About Our Delicious Flavours

Talking about taste and flavours is tricky business. It’s also very individual and subjective. Each person’s ability to distinguish flavour (and taste) is different and some people are more sensitive than others. Depending on how narrowly we define “taste”, there are between five to several dozens sensations that we can experience independently on our tongues*. Therefore it’s helpful to understand the important distinction between taste and flavour, which is “science” on its own. Our gustatory system is not just a bunch of taste receptors on the tongue, but rather a very intricate web of connections between all our senses.

As I hinted before, according to Wikipedia our human taste receptors can sense the five taste modalities: sweetness, sourness, saltiness, bitterness, and savouriness (also known as savoury or umami). So far it’s simple. However, even a small child would tell you that it’s hardly enough to describe the broad variety of sensory experiences that eating and drinking triggers. Why? Because, what we experience when we eat and drink is not just a mixture of those 5 basic tastes. It’s about flavour, which is the perception of reality that comes together through all of the senses, particularly through taste, aroma (smell), and food textures (touch), but also environment we are in (sight) and people we dine with (social aspect). So here we have it, describing food is a science on its own and the words often to do justice to our culinary experiences.

Therefore forgive me (and correct me) if my description of certain dishes isn’t perfect or correct. I welcome your feedback or corrections.

For the sake of simplicity (and for the practical reasons) I categorise dishes and drink on this website into these following “taste” categories with an arbitrary addition of some flavours. This is not to be a scientific description of dishes, but rather a result of my practical approach to guiding you through the very diverse world of Vietnamese cuisine.

Our Delicious Tastes

Taste sensations are categorized into five basic elements of flavour — salt, sweet, sour, bitter, and savoury (umami).

Sweet – Sweet flavours come from things like candy and fruits.

Bitter – Bitter flavours come from many vegetables and unsweetened chocolate. Not to be confused with sour!

Sour – Sour flavours are contained in anything with acid, such as citrus fruits or vinegar.
Synonymous to: tart, acid

Salty – Salty flavours obviously come from anything with salt, such as chips or nuts.

Savoury (Umami) – Meaty flavours come from anything with glutamates (MSG) such as soy sauce, cheese, and meat.
Synonymous to: Meaty

Our Delicious Flavours

Flavor is further defined by secondary sensations (flavour nuances) including pungent, spicy or piquant, astringent, metallic, cool, fatty, or even neutral (think of water) that are not recognized as true tastes but are used as cultural descriptors.

Neutral – By “neutral” taste we mean food that has no strong taste. It appears to be tasteless. For example: plain boiled rice or plain bread.

Cool – Foods that chemically trigger a sensation that is similar to cool sensations. This “fresh” or “minty” cool sensation can be tasted in peppermint, spearmint and is triggered by substances such as menthol, anethol, ethanol, and camphor (source: wikipedia).

Cool flavours come from certain chemicals such as in mint and menthol.

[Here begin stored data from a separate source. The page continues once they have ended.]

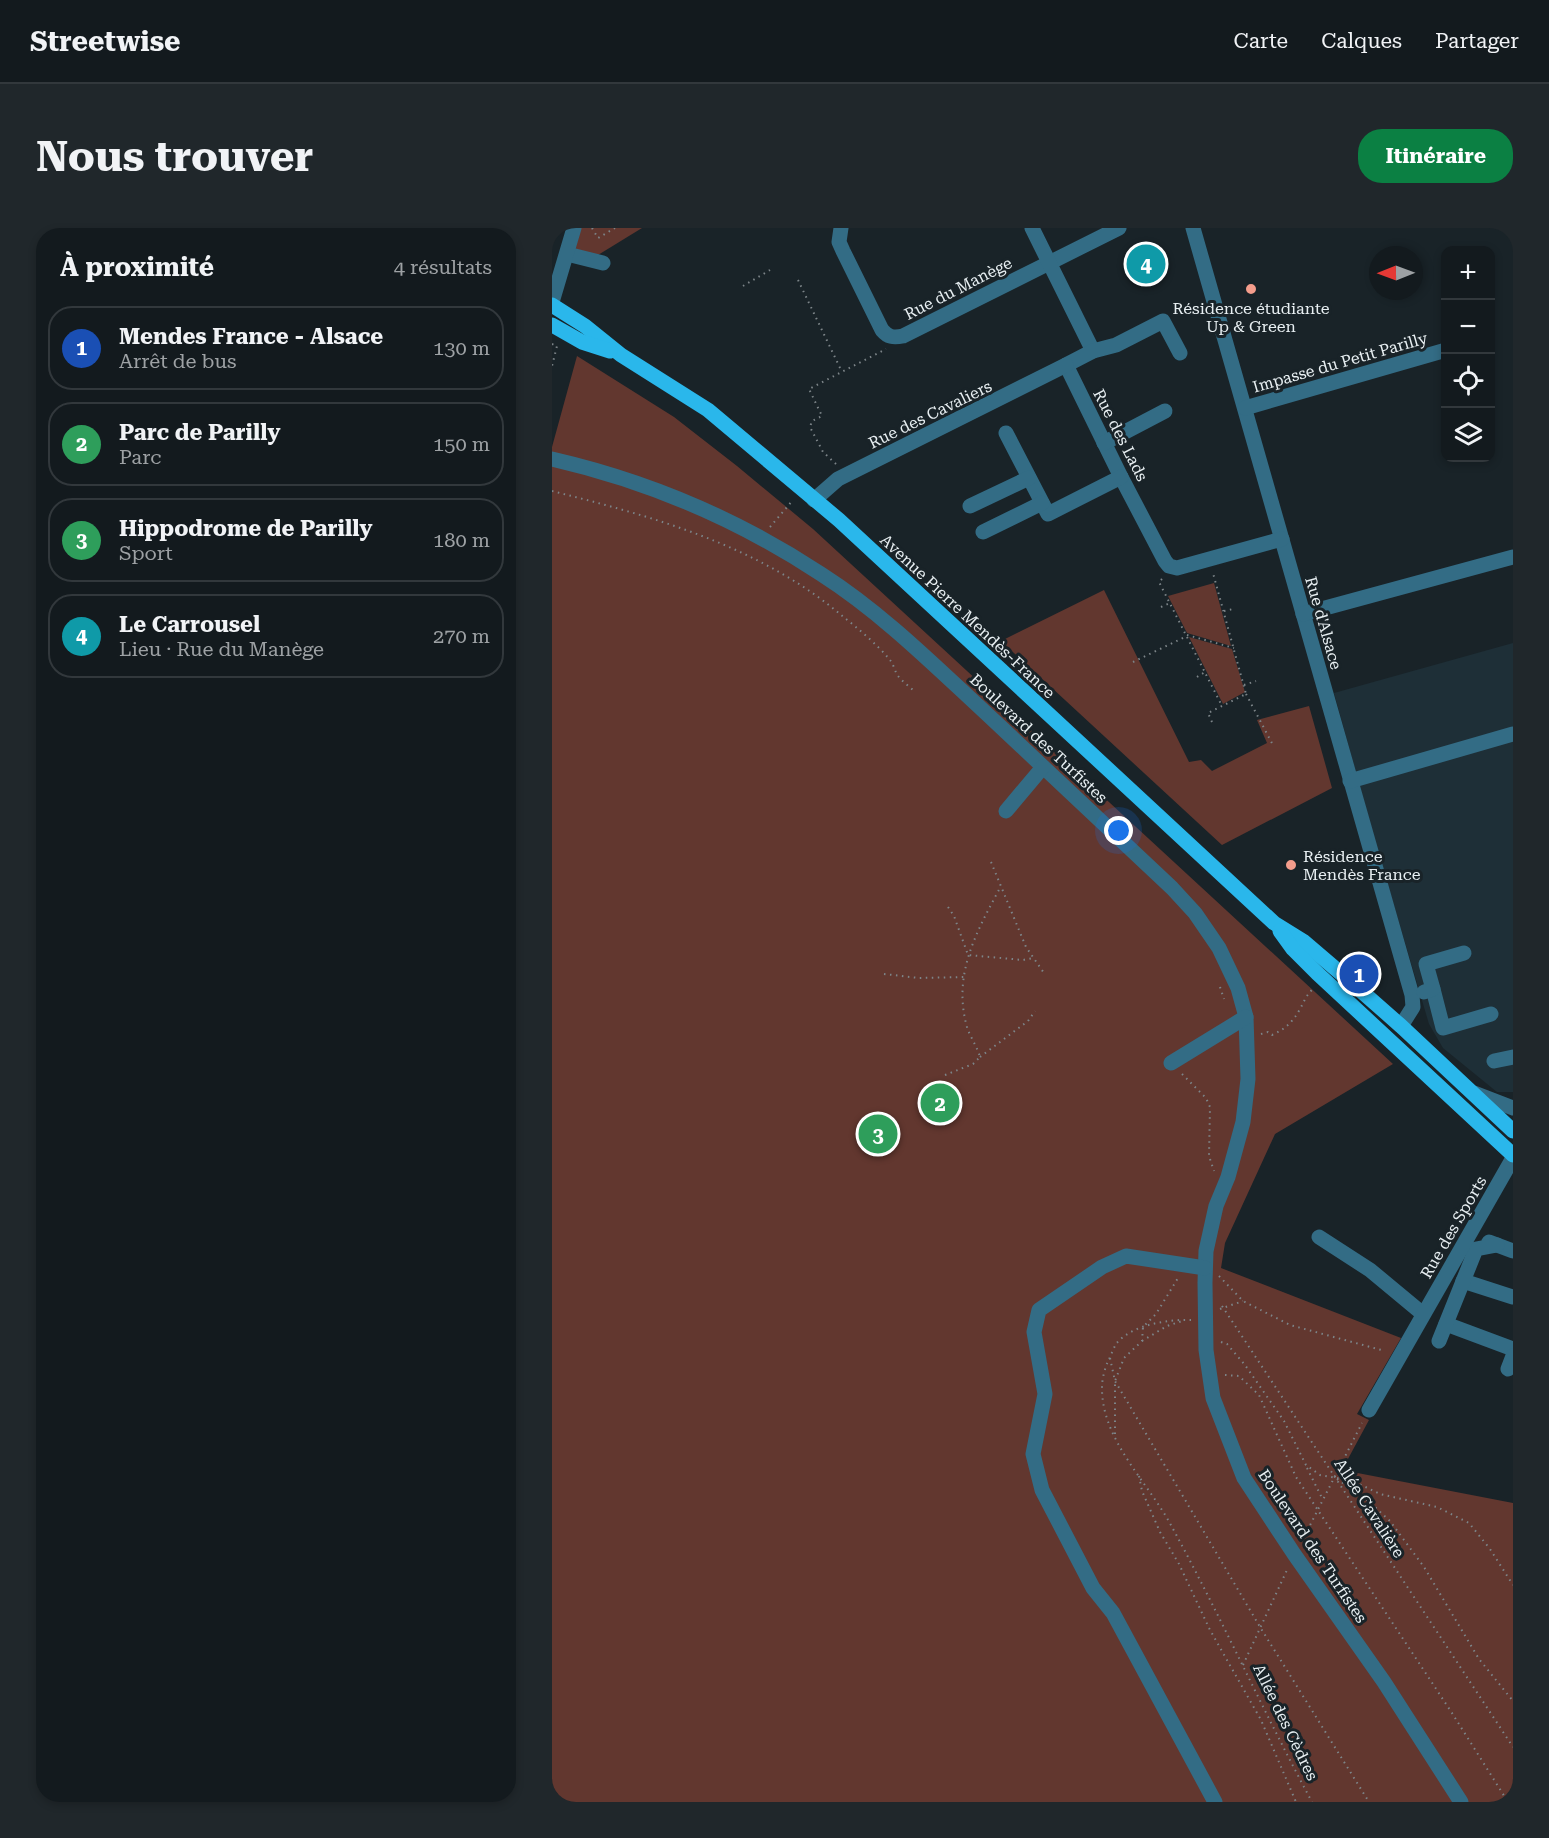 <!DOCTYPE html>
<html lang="fr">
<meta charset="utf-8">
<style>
body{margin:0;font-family:"Roboto Serif",serif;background:#20272b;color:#f1f3f6}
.controls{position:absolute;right:18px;top:18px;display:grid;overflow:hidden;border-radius:12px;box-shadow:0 3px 9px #0003}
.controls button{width:54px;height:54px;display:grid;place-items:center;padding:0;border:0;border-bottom:2px solid #32383c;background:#131a1e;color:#f1f3f6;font:30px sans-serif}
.compass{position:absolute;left:817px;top:18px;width:54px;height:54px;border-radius:50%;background:#131a1e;box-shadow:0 3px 9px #0003;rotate:269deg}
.you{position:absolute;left:567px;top:603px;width:21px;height:21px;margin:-15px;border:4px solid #fff;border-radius:50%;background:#1a73e8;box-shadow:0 0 0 9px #1a73e833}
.badge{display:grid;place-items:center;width:39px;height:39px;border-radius:50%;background:#0b8043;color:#fff;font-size:20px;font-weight:700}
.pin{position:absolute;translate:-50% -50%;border:3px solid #fff;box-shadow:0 2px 6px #0006}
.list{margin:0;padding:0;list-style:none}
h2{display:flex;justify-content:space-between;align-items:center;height:78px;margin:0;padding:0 24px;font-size:26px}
h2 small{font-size:20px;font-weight:400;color:#9da1a4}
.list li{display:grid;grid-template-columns:39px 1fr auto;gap:18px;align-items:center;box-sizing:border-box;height:84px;margin:0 12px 12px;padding:0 12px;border:2px solid #32383c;border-radius:24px}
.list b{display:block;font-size:22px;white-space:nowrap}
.list p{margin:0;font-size:20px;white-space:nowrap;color:#9da1a4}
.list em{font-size:20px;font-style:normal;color:#9da1a4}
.icon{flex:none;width:33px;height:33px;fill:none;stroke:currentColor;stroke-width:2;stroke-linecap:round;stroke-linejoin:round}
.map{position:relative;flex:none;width:961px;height:1574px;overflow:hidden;border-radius:24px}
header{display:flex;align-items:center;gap:36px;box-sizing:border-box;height:84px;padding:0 30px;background:#131a1e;border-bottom:2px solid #32383c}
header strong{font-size:28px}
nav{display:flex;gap:33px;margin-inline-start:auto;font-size:21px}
.intro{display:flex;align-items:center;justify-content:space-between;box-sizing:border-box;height:144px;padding:0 36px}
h1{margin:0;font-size:42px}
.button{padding:15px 27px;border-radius:24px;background:#0b8043;color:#fff;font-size:21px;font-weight:700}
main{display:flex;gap:36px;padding:0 36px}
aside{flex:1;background:#131a1e;border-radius:24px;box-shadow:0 3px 9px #0003}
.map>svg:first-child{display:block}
.built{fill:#1e2f37}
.green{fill:#62372f}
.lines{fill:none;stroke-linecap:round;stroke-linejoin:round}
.path{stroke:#7d8589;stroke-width:2;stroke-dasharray:1.5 4.5;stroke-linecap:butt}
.minor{stroke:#336c85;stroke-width:15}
.major{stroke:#2ab7eb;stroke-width:15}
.poi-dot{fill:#f49d8c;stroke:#192328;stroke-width:2}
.labels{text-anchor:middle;stroke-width:6;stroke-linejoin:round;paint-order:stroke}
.street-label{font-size:16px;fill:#e8eff2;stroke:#192328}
.poi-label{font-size:16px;fill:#e8eff2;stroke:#192328}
</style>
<header>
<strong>Streetwise</strong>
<nav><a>Carte</a><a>Calques</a><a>Partager</a></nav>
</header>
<div class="intro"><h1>Nous trouver</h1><a class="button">Itinéraire</a></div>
<main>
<aside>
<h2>À proximité<small>4 résultats</small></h2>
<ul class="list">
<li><span class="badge" style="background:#1a4fb4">1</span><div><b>Mendes France - Alsace</b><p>Arrêt de bus</p></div><em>130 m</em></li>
<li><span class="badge" style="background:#2e9e5b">2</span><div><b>Parc de Parilly</b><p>Parc</p></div><em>150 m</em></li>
<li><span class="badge" style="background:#2e9e5b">3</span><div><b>Hippodrome de Parilly</b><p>Sport</p></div><em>180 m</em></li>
<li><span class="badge" style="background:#0f9aa8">4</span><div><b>Le Carrousel</b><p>Lieu · Rue du Manège</p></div><em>270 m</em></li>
</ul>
</aside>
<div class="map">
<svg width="961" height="1574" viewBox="0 0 961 1574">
<rect width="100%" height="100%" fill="#192328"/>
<path class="built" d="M961,415V864H945L891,820L877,796L825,620L782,465Z"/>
<g class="green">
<path d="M29,0H90L46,27L23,21Z"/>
<path d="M25,128L122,189L185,238L261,301L841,836L723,906L673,1015L669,1040L849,1110L805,1186L817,1192L790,1242L961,1275V1574H0V219Z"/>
<path d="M662,355L679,418L635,405L616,368Z"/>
<path d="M552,362L637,534L649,532L660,543L715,515L705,492L757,478L780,560L670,617L449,413Z"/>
<path d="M637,409L680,421L693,464L671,476Z"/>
</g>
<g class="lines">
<g class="path">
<path d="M40,0L46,10L63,0"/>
<path d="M246,52L290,144"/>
<path d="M191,58L218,42"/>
<path d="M0,116L5,118L0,138"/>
<path d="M284,236L271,224L258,199L260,193L270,188L257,161L334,121"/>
<path d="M0,263C102,289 205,317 288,386C304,399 325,416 338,432C342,437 343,444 346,448C351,454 358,459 363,464"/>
<path d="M218,299L241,272"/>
<path d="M610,351L607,354L670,478"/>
<path d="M609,379L618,375"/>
<path d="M672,383L681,381"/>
<path d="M635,407L682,420"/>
<path d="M581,434L635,408"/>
<path d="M645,449L653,444"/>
<path d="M692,457L704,453"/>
<path d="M694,466L722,519"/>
<path d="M660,494L656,485L694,466L661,345"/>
<path d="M439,634L474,719L492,745"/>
<path d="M396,679L402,688L416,727L471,732L481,730"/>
<path d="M332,746L367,750L412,749"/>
<path d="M668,759L672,771"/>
<path d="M709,806L716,804L720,807C733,801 741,794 748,781C752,774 754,767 761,761"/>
<path d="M428,829L476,793L483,783"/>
<path d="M630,846L654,870L658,879L657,928L662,943"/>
<path d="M393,847L421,836L428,829C425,818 418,809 415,799C400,746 425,703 449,658"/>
<path d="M667,1048L691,1073L738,1097L833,1123"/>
<path d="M670,1078L961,1519"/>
<path d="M668,1081L691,1073"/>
<path d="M639,1092C616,1091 579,1097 564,1116C561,1121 559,1128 556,1133C553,1140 550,1151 550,1159C549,1212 597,1255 620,1299C669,1389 711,1483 760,1574"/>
<path d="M590,1113L615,1098L630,1093"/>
<path d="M669,1114L675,1116L693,1137L732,1193L754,1237L768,1247L801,1253L828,1266L885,1279L917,1295L938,1321L961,1357"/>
<path d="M558,1130L563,1153L708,1399L817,1574"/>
<path d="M673,1147L687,1148L707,1167L744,1249L900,1485L956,1574"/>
<path d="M563,1206V1153L572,1130L590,1113L591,1099L604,1086L626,1050"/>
<path d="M755,1240L771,1272"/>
<path d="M587,1248L590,1263L608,1304L627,1336L658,1402L709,1492L744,1574"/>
<path d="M785,1251L812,1269L838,1293L872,1339L927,1431L961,1473"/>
<path d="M750,1313L810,1195"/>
<path d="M691,1437L735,1342"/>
</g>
<g class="minor">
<path d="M289,0L287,14L291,23L330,102C336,109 341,110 351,108L567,0"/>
<path d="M480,0L541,123"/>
<path d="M641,0L860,767L861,779L849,798"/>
<path d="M15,26L51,35"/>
<path d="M0,74L22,0"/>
<path d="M628,125L611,93L564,117L541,123L514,137L569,249L613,333L617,338L625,340L730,311"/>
<path d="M693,180L894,122"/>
<path d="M454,205L496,286L569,249"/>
<path d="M552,215L613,183"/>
<path d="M0,231C96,253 187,292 269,346C330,385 382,437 435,486C497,544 558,602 620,660L643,685L667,720L686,760L694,789L696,851L691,894L676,949L664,978L654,1023L653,1055L654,1122L661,1170L692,1250L742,1326L832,1454L909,1574"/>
<path d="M262,272L286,251L514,137"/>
<path d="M418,278L477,250"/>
<path d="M431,304L490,275"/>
<path d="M751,386L961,329"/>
<path d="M798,553L961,506"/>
<path d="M454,583L491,539"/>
<path d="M881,761L891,800L939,786"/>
<path d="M872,764L881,761L874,736L912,725"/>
<path d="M942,833L961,829"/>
<path d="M619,835L694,789"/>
<path d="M922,865L961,880"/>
<path d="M767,1009L818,1042L871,1086"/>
<path d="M937,1014L961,1023"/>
<path d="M653,1040L574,1028L550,1039L487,1082L482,1104L493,1166L481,1226L490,1262L541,1360L561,1385L663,1574"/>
<path d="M911,1053L961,1069"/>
<path d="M894,1096L961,1121"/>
<path d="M887,1113L924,1021L945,1017"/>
<path d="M956,1141L961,1128"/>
<path d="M817,1182L961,930"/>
</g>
<g class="major">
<path d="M0,77L33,98L69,127L156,182L287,292L722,695L751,713L799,754L849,798L961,903"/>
<path d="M0,97L30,114L58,123"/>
<path d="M728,703L741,721L765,745L961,927"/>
</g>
</g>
<g class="poi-dot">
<circle cx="699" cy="61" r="6"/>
<circle cx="739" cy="637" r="6"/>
</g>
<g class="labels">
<g class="street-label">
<text transform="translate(406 60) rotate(-27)" y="6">Rue du Manège</text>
<text transform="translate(788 134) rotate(-16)" y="6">Impasse du Petit Parilly</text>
<text transform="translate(378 186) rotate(-26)" y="6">Rue des Cavaliers</text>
<text transform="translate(569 207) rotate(63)" y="6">Rue des Lads</text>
<text transform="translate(416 388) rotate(43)" y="6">Avenue Pierre Mendès-France</text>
<text transform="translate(772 395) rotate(74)" y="6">Rue d'Alsace</text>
<text transform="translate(487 510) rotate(43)" y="6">Boulevard des Turfistes</text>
<text transform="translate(901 999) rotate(-60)" y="6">Rue des Sports</text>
<text transform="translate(818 1280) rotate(57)" y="6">Allée Cavalière</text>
<text transform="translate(761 1318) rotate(56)" y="6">Boulevard des Turfistes</text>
<text transform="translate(734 1494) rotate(64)" y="6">Allée des Cèdres</text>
</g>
<g class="poi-label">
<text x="699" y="86">Résidence étudiante<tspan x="699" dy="18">Up &amp; Green</tspan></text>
<text x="751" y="634" text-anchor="start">Résidence<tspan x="751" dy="18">Mendès France</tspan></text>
</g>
</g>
</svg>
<div class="controls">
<button>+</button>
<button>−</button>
<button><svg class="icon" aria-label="locate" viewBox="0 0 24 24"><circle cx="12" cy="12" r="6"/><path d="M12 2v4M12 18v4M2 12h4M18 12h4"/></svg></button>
<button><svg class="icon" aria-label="layers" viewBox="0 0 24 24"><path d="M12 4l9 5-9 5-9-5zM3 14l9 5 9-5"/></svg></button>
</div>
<svg class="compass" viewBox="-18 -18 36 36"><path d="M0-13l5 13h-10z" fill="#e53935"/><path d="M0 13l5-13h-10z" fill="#9da1a4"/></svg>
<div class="you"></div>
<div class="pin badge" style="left:807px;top:746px;background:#1a4fb4">1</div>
<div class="pin badge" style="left:388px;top:875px;background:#2e9e5b">2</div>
<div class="pin badge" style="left:326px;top:906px;background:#2e9e5b">3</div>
<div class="pin badge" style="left:594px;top:36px;background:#0f9aa8">4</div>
</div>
</main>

Spicy (Pungent) – Foods that chemically trigger a sensation that is similar to hot sensations. Hot flavours come from other chemicals such as in chilli peppers (capsaicin)and black peppers.
Synonymous to: hot, chilli, piquant

Astringent – Foods that cause an astringent or puckering sensation in the mouth such as unripe fruits, strong tea (tannins), red wine, rhubarb, legumes, raw fruits and vegetables and some herbs.
Synonymous to: “dry”, “rough”, “harsh” (especially for wine), “tart” (normally referring to sourness), “rubbery”, “hard” or “styptic”.

Less exact terms for the astringent sensation are “dry”, “rough”, “harsh” (especially for wine), “tart” (normally referring to sourness), “rubbery”, “hard” or “styptic”.

Examples: legumes, raw fruits and vegetables, herbs
Some foods, such as unripe fruits, contain tannins or calcium oxalate

Fatty – Recent research hints existence of a possible lipid taste receptor. There is a debate over whether we can truly taste fats. If not as a unique taste, it certainly exists as flavour and it’s very popular one.

Metallic (iron, zinc, aluminium, copper etc) – A metallic taste may be caused by food and drink, certain medicines or amalgam dental fillings. It is generally considered an off flavor when present in food and drink.


* “Taste and Smell: An Update” by Thomas Hummel.